My days as pre-university student is coming to an end ,and before we know it , its the dreaded final examination . Then I'm done before the commencement of my degree.
Often times than not , people claim how their life fast forwarded without warning. Next thing you know, you are in a cubicle typing a proposal...or supporting a family of five. Funny how time is just a name , but you barely have it .
I honestly still can't believe that I'm in university.
For 11 years , I woke up at 6 am, wearing the same baju kurung to school , grumbling . I hated how its always hot in school and that I had to change after P.E. I'm easily irritated by little things during my adolescent years. I struggled with my studies because I was in the wrong stream for two years.My uni friends could not believe my SPM results compared to my results in uni. I didn't enjoy those moments.
On the other hand,there were good times though ! I made friends with the loveliest bunch possible, and still in touch despite our own undertakings . I was scouted by a girl guide leader to get a queen's guide award , the first ever in my school to do so. I was in a multicultural environment ,where everyone was close knit , no matter what race or religion . I'm eternally grateful to experience all this.

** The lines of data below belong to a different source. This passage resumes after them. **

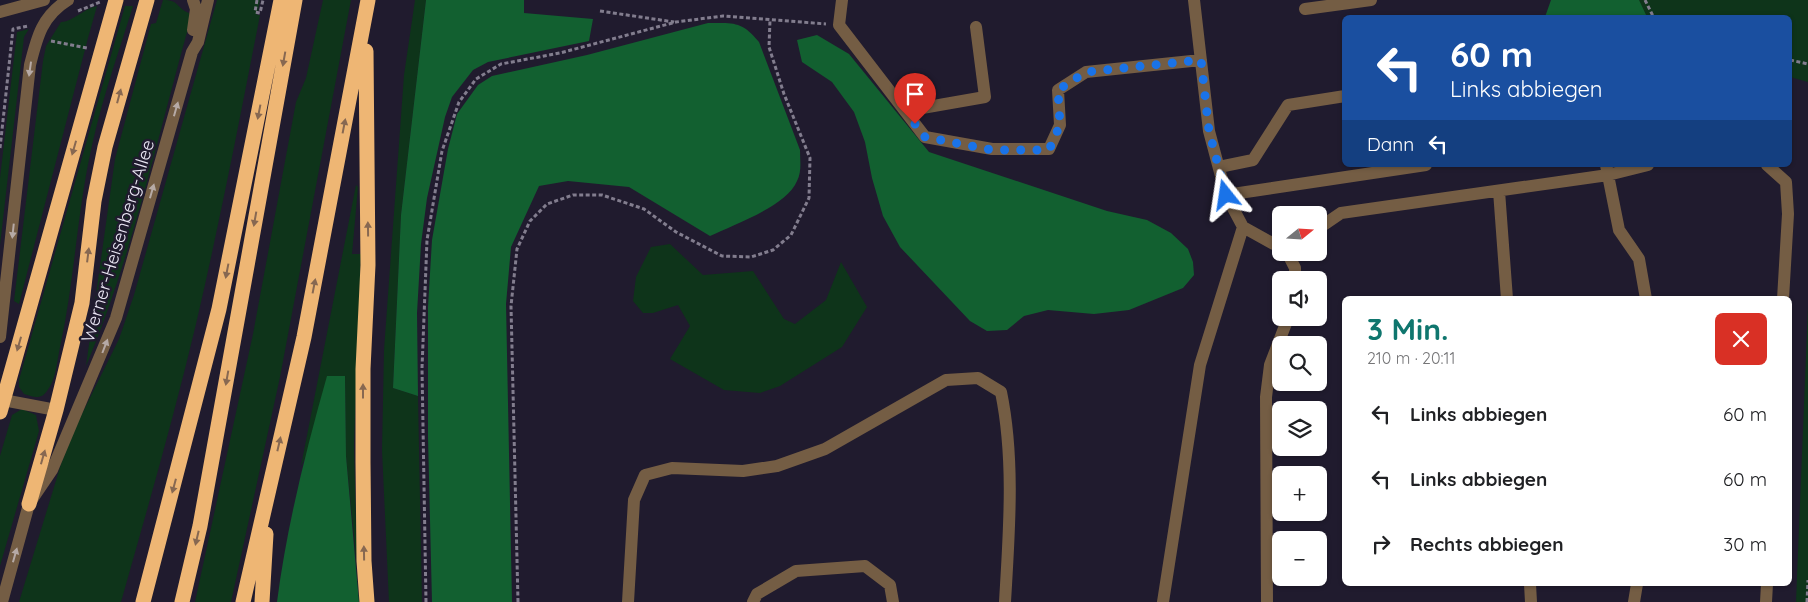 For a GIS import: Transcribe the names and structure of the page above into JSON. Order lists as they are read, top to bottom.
{
  "streets": {
    "street": ["Werner-Heisenberg-Allee"]
  },
  "one_way": ["Werner-Heisenberg-Allee"],
  "north": "right",
  "page": {
    "turn": ["60 m", "Links abbiegen"],
    "then": "Dann",
    "map_buttons": ["+", "−"],
    "heading": ["3 Min.", "210 m · 20:11"],
    "list": [
      {
        "name": "Links abbiegen",
        "value": "60 m"
      },
      {
        "name": "Links abbiegen",
        "value": "60 m"
      },
      {
        "name": "Rechts abbiegen",
        "value": "30 m"
      }
    ]
  }
} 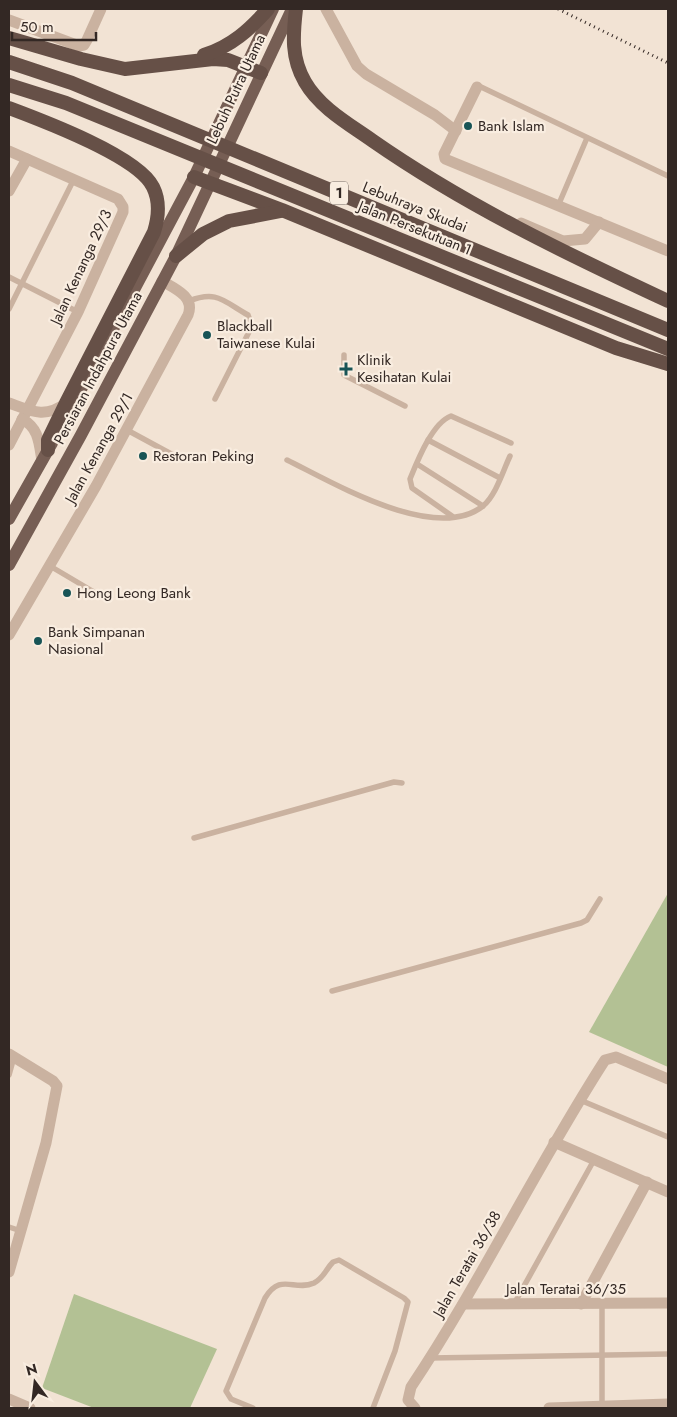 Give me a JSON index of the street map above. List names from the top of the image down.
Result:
{
  "streets": {
    "highway": ["1", "Lebuhraya Skudai", "Jalan Persekutuan 1"],
    "main road": ["Lebuh Putra Utama", "Persiaran Indahpura Utama"],
    "street": [
      "Jalan Kenanga 29/3",
      "Jalan Kenanga 29/1",
      "Jalan Teratai 36/38",
      "Jalan Teratai 36/35"
    ]
  },
  "crossings": [
    ["Lebuh Putra Utama", "Persiaran Indahpura Utama"],
    ["Jalan Teratai 36/38", "Jalan Teratai 36/35"]
  ],
  "places": {
    "other": [
      "Bank Islam",
      "Blackball Taiwanese Kulai",
      "Restoran Peking",
      "Hong Leong Bank",
      "Bank Simpanan Nasional"
    ],
    "health": ["Klinik Kesihatan Kulai"]
  },
  "scale_bar": "50 m",
  "north": "top"
}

My university life is great ! Not only do I have amazing friends, intelligent & humble lecturers , I've also been doing well for two consecutive semesters , which, is what uni is all about . The environment here is so warm and I don't feel out of space. Despite being the only few Malays in my batch, I've never been treated differently in everyday . In fact , I constantly get curious questions from my colleagues (and lecturers!) on why I decide to study in UTAR. The answer is simple really; I heard that it is a top university and I would like to be a part of it . Imagine that my uni is like a big famous factory that produces quality products. I.. would like to be one of those products.
Too much to write but an imaginary fog of sleepiness is surrounding my head . Till more extracts of my mind , I wish you adieu .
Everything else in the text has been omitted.